# how big battery



## antnsher (Jun 9, 2011)

hia everyone,

i have just read a old mmm review on the mh i am picking up on thurs this week.the only real neg thing the reviewer pointed out was the size of the leisure battery fitted as standard being only 85 amp/hr.his point was with all the electric gizmos in the van you would struggle without elec hook up if staying more than 1 night in colder weather.so the question is as i know nothing about electric would putting a new larger batt improve this enough and how much bigger can i go if not restricted be space.ideas pls


----------



## BillCreer (Jan 23, 2010)

Hi,
You can go as big as you like and what you will get out of them is simple maths.
A lot depends on the way in which you use your van. If you park up for two or three days then your current battery would struggle if you use your TV etc every night but if you are only doing one night stays then you engine alternator should provide your current battery with sufficient charge.


----------



## cabby (May 14, 2005)

A lot of us run at least one bat of 110, however if you can find room have a second bat of the same size installed. The dealer should be able to do this for you.

cabby


----------



## antnsher (Jun 9, 2011)

thanks for your quick replies.the mh is a bess e745.i now seem to remember seeing 2 batteries 1 engine and other under seat which i guess may restrict size a little.does going from 85 to 110 make alot of difference.told you i knw nothing when it comes to electric


----------



## BillCreer (Jan 23, 2010)

Hi,
You get about 25% more/ longer electricity from the 110 amp.
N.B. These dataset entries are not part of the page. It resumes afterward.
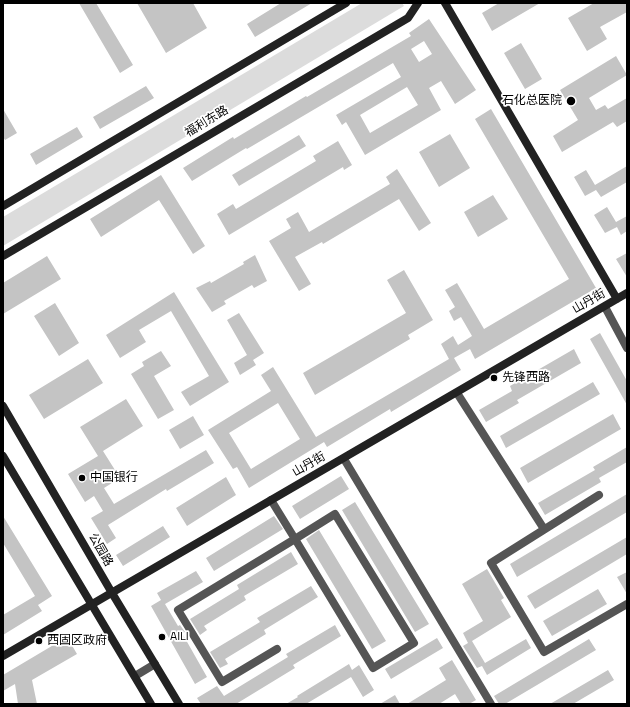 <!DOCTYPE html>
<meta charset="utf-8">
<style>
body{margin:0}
#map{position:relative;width:630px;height:707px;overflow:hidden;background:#fff;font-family:"Titillium Web",sans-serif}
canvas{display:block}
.frame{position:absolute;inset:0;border:4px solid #000;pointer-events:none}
</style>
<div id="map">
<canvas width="630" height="707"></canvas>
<div class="frame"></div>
</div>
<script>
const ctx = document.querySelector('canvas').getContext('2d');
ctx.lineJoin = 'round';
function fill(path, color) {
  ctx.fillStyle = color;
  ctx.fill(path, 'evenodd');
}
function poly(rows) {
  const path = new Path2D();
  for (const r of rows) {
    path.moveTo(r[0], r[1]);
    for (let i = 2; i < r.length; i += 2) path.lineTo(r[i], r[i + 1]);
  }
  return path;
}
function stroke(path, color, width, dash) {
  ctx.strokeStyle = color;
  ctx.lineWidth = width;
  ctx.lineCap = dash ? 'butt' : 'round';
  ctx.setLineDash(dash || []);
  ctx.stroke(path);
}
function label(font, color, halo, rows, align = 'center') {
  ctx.font = font + ' "Titillium Web","Noto Sans SC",sans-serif';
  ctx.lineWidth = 3.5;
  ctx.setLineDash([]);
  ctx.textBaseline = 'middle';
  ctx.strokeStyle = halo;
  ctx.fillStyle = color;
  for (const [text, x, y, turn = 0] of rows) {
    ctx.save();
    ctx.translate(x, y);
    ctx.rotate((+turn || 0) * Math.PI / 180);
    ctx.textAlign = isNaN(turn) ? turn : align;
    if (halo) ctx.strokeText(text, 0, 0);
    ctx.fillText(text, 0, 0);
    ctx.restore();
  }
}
const green = poly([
 [362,3,402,3,404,6,3,246,3,217]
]);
const building = poly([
 [79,3,96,3,133,65,120,73],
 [137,3,193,3,207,28,166,53],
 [281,3,312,3,255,37,247,24],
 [499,3,540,3,492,31,482,13],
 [594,3,627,3,627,12,600,27,607,39,587,51,568,18],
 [429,19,476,90,455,104,441,81,429,88,441,110,365,155,346,122,342,125,336,115,401,77,393,63,247,149,246,148,192,181,183,168,233,137,234,139,306,96,307,97,411,36,409,33],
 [424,41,432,54,419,62,411,49],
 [407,87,418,105,370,133,360,115],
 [521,43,542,79,525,89,504,53],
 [616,56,627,75,589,98,596,110,605,105,608,109,627,98,627,121,617,127,613,122,562,152,553,136,578,120,560,90],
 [146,86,154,98,100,129,93,117],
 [3,109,17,133,5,140,3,137],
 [491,109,596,288,475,359,470,349,454,358,461,370,391,412,390,409,327,447,324,442,249,488,237,467,233,469,208,430,271,391,261,375,273,367,316,437,449,359,441,344,453,336,458,345,472,336,461,317,454,321,449,311,455,307,445,290,457,283,484,329,569,279,475,119],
 [278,403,300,439,251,469,229,433],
 [77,127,83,137,36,165,30,154],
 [450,134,470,168,439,187,419,152],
 [299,135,306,146,239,186,232,175],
 [338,141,352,165,344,170,343,167,229,235,217,214,233,204,236,209,316,161,313,156],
 [627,166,627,182,601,197,596,190,585,196,574,177,586,170,595,185],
 [397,169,431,223,419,231,399,199,323,244,322,242,295,257,311,284,299,291,269,241,291,228,286,219,298,212,309,232,390,184,386,177],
 [161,175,205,246,193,254,159,200,101,237,90,219],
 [493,195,508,219,478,237,464,212],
 [607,207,616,222,627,216,627,231,621,235,617,227,605,233,594,215],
 [627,253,627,277,616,259],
 [255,255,267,281,254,288,252,285,224,301,226,304,212,312,196,288,210,281,211,283,244,264,243,262],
 [47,256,61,279,3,314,3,283],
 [404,270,433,320,408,335,410,339,315,395,303,373,406,313,387,280],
 [174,292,229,382,190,406,181,392,209,376,171,311,139,330,146,342,120,358,106,335],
 [55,303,79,343,59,356,34,316],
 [239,313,264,353,253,360,256,365,240,375,234,363,247,355,227,320],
 [600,333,627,381,627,405,590,339],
 [574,349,581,363,517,400,519,403,486,422,479,410,512,391,510,386],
 [161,351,171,366,154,376,174,410,158,419,131,374,144,366,142,362],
 [88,359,103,383,44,419,29,395],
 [593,382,600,394,506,448,500,436],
 [126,399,143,426,103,451,120,478,104,488,114,504,206,450,214,463,167,491,166,489,108,525,116,538,107,544,91,518,103,511,94,496,85,502,68,474,98,456,80,427],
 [613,414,621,429,528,483,520,468],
 [193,416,204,435,180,449,169,430],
 [627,447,627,462,599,478,601,482,545,515,538,503,595,470,593,467],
 [341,476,349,489,300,519,292,506],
 [226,477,236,495,187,526,176,508],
 [627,494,627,512,517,577,510,564],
 [355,502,429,624,415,632,342,510],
 [3,516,52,596,38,605,42,611,3,635,3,615,35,596,3,543],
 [274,516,283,529,214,571,206,558],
 [163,526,170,537,123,566,116,555],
 [319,530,386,641,372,649,306,539],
 [627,537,627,554,535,609,527,596],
 [291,552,298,564,244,596,246,600,204,626,207,630,200,635,190,619,239,589,237,585],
 [487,569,504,598,501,600,511,617,472,641,485,663,526,639,531,648,487,675,482,666,477,668,463,646,468,643,463,633,483,621,462,584],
 [196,571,203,582,165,604,178,626,180,625,185,632,182,633,207,677,195,684,151,606,161,600,157,593],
 [627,572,627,594,617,577],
 [311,586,318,597,264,630,266,634,225,659,228,664,220,668,210,652,260,622,257,618],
 [598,589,607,604,552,636,543,621],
 [335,625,341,636,293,665,295,668,236,704,201,704,197,698,217,686,224,696,288,657,286,654],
 [67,637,77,654,32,680,37,704,18,704,15,684,3,691,3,675],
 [437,638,443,648,391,679,385,669],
 [589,639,596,650,505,704,499,704,494,696],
 [452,660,476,700,469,704,461,704,455,694,439,704,407,704,446,680,439,668],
 [349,664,352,670,359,665,374,690,363,697,351,677,306,704,286,704,298,697,297,696],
 [608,670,614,680,573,704,550,704],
 [395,695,400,704,380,704]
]);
const street = poly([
 [605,307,627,348],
 [457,393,544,529],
 [344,459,491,704],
 [599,495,491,563,544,652,627,604],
 [271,500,295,539,373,668,414,643,335,514,295,539,178,610,222,682,277,649],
 [135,676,155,664]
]);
const secondary = poly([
 [445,3,617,299],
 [3,206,346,3],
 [3,256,408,18,418,3],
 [3,406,112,593,179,704],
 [3,456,151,704],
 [3,656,627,293]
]);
const markers = [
 [571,101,5,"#000"],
 [494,378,4,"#000"],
 [82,478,4,"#000"],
 [162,637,4,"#000"],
 [39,641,4,"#000"]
];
const poiNames = [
 ["石化总医院",562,101,"right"],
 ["先锋西路",502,378],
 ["中国银行",90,478],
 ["AILI",170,637],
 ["西固区政府",47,641]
];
const streetNames = [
 ["福利东路",207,122,-31],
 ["山丹街",589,302,-30],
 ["山丹街",309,465,-30],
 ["公园路",100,550,60]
];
fill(green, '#dcdcdc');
fill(building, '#c4c4c4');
stroke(street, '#555', 8);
stroke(secondary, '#222', 8);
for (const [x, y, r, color] of markers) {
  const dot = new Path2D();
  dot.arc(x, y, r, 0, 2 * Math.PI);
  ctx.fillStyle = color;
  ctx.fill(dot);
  stroke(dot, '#fff', 1.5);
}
label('12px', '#000', '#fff', poiNames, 'left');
label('12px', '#000', '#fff', streetNames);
</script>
If I had 85 amp and it needed replacing I would go for a 110 amp, if it fitted, as they are not that much more expensive. 
If your 85 amp is still ok and you don't "wild camp", no EHU, then don't waste your money on new batteries.
I've been using an 85amp up till recently quite happily and have only upgraded because the old one was over 10yrs and two matched s/hand ones became available otherwise I would have probably settled for one 110amp.


----------



## geordie01 (Apr 20, 2006)

We have a 85 amp battery and regularly stop on aires but mostly 1 nighters and the battery gets recharged when we move the next day and we have had no problems in 5 years but if i had to renew it i would go for 110 amp.


----------